Top of INFORMATION
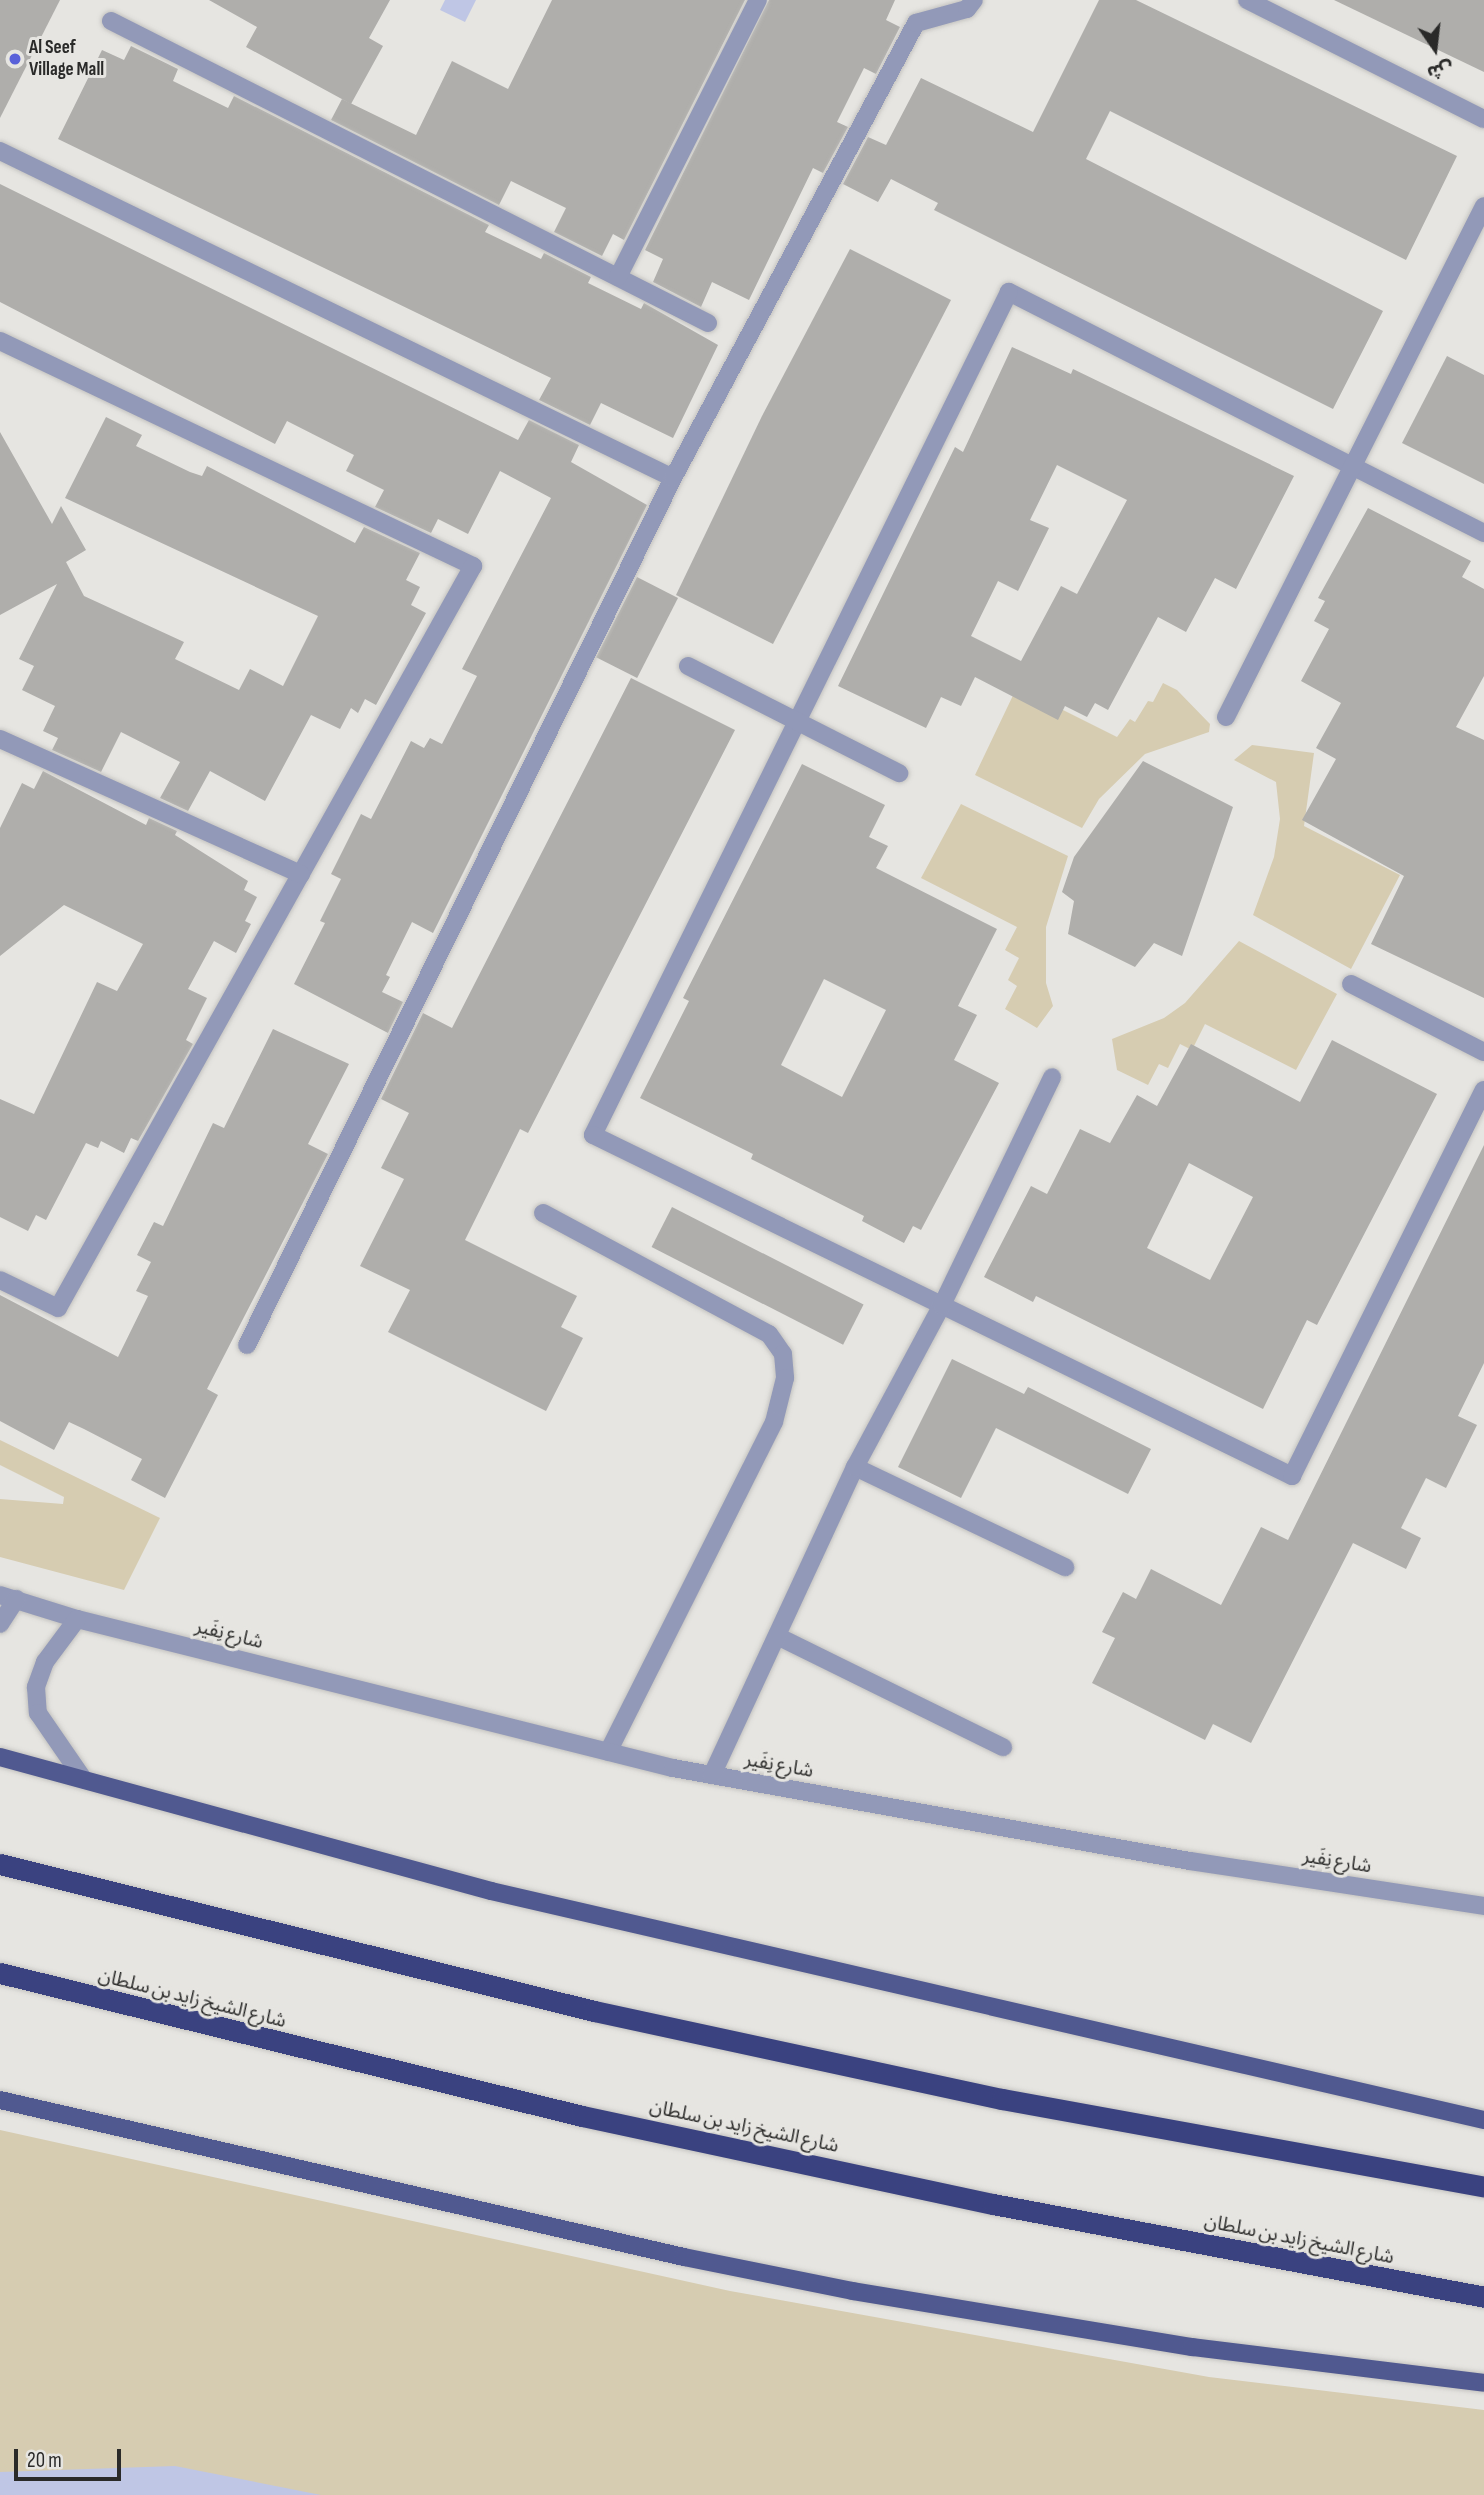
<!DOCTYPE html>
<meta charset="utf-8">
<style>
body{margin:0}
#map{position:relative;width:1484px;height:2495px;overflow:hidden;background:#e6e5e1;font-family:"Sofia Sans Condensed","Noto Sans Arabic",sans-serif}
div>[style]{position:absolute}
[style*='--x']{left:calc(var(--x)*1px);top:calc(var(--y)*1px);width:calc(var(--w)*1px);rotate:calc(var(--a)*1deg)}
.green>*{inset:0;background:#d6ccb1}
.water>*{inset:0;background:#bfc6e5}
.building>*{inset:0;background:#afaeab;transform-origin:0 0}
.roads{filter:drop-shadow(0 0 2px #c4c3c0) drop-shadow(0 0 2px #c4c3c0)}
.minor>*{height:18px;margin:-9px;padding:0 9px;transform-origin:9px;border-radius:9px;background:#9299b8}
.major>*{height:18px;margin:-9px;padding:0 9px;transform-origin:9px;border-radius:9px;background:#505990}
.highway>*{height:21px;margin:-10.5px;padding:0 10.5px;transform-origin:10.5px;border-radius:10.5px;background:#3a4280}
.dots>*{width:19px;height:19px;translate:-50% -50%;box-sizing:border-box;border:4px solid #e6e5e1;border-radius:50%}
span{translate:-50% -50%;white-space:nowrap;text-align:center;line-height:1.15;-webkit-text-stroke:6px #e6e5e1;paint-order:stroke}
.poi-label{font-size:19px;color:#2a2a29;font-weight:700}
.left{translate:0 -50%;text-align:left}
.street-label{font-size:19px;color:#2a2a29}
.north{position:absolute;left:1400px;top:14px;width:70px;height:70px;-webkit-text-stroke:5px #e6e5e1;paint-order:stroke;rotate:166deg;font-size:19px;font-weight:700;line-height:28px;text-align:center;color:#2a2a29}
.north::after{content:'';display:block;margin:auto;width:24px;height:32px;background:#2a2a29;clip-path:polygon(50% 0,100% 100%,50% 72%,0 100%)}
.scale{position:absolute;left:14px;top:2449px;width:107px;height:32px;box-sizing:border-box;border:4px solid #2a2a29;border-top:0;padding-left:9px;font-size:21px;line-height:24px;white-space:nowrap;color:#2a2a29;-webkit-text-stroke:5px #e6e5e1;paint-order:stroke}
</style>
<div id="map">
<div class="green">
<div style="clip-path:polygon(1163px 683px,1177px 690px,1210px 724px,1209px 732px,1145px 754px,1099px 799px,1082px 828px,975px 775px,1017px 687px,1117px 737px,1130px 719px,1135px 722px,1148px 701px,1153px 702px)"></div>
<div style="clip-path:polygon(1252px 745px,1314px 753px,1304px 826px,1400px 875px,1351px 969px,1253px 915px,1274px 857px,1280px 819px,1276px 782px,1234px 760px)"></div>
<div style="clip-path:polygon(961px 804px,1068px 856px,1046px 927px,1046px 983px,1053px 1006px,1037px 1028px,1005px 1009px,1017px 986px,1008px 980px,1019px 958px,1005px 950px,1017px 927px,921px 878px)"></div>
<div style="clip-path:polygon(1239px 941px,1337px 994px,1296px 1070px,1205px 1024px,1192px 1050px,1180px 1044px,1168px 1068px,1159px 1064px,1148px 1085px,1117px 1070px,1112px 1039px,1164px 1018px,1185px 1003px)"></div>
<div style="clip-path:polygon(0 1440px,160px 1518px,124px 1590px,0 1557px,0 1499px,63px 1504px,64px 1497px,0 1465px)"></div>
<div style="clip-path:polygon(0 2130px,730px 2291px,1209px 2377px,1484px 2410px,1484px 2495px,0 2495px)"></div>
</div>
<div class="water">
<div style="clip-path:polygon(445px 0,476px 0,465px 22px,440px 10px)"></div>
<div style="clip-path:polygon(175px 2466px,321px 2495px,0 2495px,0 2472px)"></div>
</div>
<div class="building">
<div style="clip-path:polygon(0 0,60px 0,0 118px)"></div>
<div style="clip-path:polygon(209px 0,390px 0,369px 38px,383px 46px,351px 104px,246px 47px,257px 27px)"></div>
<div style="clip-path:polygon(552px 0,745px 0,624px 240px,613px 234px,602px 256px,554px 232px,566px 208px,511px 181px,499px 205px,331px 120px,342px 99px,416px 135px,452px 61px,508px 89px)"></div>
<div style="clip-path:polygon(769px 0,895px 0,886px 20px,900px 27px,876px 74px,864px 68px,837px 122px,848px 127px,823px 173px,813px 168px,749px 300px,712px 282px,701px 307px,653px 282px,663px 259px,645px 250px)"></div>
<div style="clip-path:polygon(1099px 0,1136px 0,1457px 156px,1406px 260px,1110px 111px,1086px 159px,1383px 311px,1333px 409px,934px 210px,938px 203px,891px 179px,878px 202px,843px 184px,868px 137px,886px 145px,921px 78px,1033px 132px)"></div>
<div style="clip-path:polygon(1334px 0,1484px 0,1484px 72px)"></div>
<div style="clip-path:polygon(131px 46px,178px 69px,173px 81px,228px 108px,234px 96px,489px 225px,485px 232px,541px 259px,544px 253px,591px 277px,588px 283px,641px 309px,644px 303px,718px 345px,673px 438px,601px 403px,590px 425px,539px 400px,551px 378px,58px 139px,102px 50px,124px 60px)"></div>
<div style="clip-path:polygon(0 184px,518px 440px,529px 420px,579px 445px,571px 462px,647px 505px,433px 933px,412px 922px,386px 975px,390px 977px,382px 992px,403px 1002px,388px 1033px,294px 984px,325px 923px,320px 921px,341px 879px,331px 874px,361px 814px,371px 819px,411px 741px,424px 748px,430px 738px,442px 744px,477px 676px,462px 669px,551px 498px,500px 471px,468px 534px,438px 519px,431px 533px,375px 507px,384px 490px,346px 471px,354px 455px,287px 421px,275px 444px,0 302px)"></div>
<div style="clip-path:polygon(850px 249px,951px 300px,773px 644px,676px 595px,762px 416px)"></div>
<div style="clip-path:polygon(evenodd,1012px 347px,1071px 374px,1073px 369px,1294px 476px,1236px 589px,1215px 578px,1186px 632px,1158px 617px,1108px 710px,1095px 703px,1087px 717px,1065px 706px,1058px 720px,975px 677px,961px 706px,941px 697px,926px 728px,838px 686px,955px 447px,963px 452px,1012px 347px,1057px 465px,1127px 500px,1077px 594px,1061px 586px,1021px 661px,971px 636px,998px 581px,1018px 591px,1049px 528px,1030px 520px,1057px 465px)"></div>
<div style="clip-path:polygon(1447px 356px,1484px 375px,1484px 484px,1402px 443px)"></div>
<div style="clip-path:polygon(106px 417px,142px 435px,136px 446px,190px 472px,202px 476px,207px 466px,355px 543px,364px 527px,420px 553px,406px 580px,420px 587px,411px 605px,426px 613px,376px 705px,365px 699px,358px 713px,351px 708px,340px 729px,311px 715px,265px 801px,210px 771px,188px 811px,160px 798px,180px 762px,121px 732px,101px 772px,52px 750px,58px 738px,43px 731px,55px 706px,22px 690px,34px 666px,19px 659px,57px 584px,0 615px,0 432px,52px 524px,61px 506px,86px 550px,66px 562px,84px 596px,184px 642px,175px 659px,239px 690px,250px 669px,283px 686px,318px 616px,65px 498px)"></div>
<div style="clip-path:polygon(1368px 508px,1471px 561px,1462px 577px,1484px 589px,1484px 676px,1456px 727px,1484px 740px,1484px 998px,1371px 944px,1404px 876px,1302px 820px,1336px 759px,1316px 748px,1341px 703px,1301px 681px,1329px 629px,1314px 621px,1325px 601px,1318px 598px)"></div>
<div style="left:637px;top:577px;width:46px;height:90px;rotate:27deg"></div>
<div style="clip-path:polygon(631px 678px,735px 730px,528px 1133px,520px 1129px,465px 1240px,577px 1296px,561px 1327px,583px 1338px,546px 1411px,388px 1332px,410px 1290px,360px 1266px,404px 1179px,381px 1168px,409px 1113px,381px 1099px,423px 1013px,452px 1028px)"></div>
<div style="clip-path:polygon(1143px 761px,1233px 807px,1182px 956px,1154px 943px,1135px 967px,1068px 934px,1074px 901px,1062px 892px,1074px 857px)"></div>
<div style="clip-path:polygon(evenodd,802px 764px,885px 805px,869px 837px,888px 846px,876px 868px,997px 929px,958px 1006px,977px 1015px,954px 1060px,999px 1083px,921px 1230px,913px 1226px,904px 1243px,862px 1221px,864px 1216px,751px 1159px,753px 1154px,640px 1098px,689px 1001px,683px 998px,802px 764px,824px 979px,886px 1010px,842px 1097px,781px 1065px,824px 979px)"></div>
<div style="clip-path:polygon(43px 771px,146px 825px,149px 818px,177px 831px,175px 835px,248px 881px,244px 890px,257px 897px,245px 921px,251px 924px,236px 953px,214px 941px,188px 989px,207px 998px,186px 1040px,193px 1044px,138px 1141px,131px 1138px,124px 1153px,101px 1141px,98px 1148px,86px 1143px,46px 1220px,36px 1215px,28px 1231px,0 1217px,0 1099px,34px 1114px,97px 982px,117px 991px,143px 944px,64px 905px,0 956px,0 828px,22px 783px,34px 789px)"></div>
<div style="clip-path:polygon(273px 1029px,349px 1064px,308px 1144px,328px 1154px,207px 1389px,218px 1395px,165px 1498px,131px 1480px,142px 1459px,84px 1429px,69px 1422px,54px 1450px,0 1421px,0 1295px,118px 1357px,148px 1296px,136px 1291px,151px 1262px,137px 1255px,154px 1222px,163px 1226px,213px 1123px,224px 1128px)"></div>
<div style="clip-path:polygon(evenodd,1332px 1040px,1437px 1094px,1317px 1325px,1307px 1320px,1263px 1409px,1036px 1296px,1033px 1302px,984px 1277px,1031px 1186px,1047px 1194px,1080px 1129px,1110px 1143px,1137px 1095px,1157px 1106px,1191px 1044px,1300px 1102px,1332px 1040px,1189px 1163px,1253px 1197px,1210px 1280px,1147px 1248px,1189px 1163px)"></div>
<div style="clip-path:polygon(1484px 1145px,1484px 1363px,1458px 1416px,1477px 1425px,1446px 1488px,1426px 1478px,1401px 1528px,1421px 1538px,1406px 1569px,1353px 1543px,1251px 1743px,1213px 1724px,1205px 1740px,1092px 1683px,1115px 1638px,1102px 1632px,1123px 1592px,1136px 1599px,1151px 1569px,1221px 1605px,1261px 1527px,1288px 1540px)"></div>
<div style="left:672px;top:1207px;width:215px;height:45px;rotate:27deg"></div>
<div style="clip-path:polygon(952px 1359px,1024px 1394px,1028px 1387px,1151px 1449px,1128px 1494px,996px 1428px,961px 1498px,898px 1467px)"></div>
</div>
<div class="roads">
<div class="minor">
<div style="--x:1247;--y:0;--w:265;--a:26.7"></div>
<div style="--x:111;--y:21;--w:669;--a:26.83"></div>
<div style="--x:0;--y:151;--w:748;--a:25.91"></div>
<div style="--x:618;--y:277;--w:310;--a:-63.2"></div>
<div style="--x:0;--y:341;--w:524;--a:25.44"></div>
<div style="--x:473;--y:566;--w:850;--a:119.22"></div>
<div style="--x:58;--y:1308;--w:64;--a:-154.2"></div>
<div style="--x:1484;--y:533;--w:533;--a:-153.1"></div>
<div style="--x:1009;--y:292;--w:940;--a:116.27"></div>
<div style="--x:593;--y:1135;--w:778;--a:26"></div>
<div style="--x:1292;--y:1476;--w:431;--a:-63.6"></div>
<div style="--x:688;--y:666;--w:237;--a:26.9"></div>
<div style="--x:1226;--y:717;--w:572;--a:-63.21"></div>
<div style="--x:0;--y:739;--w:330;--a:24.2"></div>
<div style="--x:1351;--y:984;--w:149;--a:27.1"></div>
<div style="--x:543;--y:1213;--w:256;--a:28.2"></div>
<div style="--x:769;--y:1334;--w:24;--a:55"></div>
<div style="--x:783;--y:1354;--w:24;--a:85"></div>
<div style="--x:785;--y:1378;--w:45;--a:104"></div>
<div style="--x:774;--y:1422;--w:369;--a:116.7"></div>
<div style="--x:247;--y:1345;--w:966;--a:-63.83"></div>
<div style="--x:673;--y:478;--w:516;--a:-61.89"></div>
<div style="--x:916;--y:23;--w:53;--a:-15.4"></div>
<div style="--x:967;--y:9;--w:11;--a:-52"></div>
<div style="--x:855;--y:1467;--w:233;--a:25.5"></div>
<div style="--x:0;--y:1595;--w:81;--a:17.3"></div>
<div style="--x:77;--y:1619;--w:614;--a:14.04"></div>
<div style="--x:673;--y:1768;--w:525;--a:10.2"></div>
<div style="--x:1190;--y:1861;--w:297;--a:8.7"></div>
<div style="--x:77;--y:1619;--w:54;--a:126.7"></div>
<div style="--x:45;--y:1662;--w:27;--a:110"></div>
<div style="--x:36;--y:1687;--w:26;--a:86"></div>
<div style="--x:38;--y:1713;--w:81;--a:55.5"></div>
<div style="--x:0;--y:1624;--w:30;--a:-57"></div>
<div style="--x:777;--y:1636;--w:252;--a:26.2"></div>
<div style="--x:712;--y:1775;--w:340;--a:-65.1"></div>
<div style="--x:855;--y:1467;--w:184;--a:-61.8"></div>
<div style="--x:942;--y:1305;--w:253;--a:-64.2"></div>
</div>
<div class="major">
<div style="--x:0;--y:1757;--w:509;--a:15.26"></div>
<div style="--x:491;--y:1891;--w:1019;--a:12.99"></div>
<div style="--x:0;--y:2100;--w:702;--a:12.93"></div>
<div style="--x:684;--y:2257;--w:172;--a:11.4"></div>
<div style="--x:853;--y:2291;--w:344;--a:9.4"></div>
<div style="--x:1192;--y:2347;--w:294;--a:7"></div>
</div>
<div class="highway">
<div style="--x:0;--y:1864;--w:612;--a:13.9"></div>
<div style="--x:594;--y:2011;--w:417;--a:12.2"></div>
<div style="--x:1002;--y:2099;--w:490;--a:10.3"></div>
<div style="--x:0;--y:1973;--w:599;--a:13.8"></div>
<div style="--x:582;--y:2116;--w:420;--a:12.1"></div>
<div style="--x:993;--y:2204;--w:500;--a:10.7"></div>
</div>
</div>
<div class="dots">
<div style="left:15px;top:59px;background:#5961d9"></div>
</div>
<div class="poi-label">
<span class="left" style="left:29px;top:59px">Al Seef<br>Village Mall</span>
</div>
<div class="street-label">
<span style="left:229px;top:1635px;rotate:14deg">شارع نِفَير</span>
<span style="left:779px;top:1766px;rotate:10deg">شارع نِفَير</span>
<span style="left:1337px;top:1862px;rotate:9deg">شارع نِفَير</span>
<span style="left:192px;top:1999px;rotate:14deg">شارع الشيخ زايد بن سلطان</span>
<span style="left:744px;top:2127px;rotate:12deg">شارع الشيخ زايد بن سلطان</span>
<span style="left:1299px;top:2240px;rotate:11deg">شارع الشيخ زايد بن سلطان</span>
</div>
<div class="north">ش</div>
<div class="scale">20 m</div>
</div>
Bottom of INFORMATION
REQUIREMENT = Where a picture appears, omit it; otherwise reproduce each line above from the first to the one with "2px #c4c3c0) drop-shadow(0", inclusive.

SOLVED EXERCISE =
<!DOCTYPE html>
<meta charset="utf-8">
<style>
body{margin:0}
#map{position:relative;width:1484px;height:2495px;overflow:hidden;background:#e6e5e1;font-family:"Sofia Sans Condensed","Noto Sans Arabic",sans-serif}
div>[style]{position:absolute}
[style*='--x']{left:calc(var(--x)*1px);top:calc(var(--y)*1px);width:calc(var(--w)*1px);rotate:calc(var(--a)*1deg)}
.green>*{inset:0;background:#d6ccb1}
.water>*{inset:0;background:#bfc6e5}
.building>*{inset:0;background:#afaeab;transform-origin:0 0}
.roads{filter:drop-shadow(0 0 2px #c4c3c0) drop-shadow(0 0 2px #c4c3c0)}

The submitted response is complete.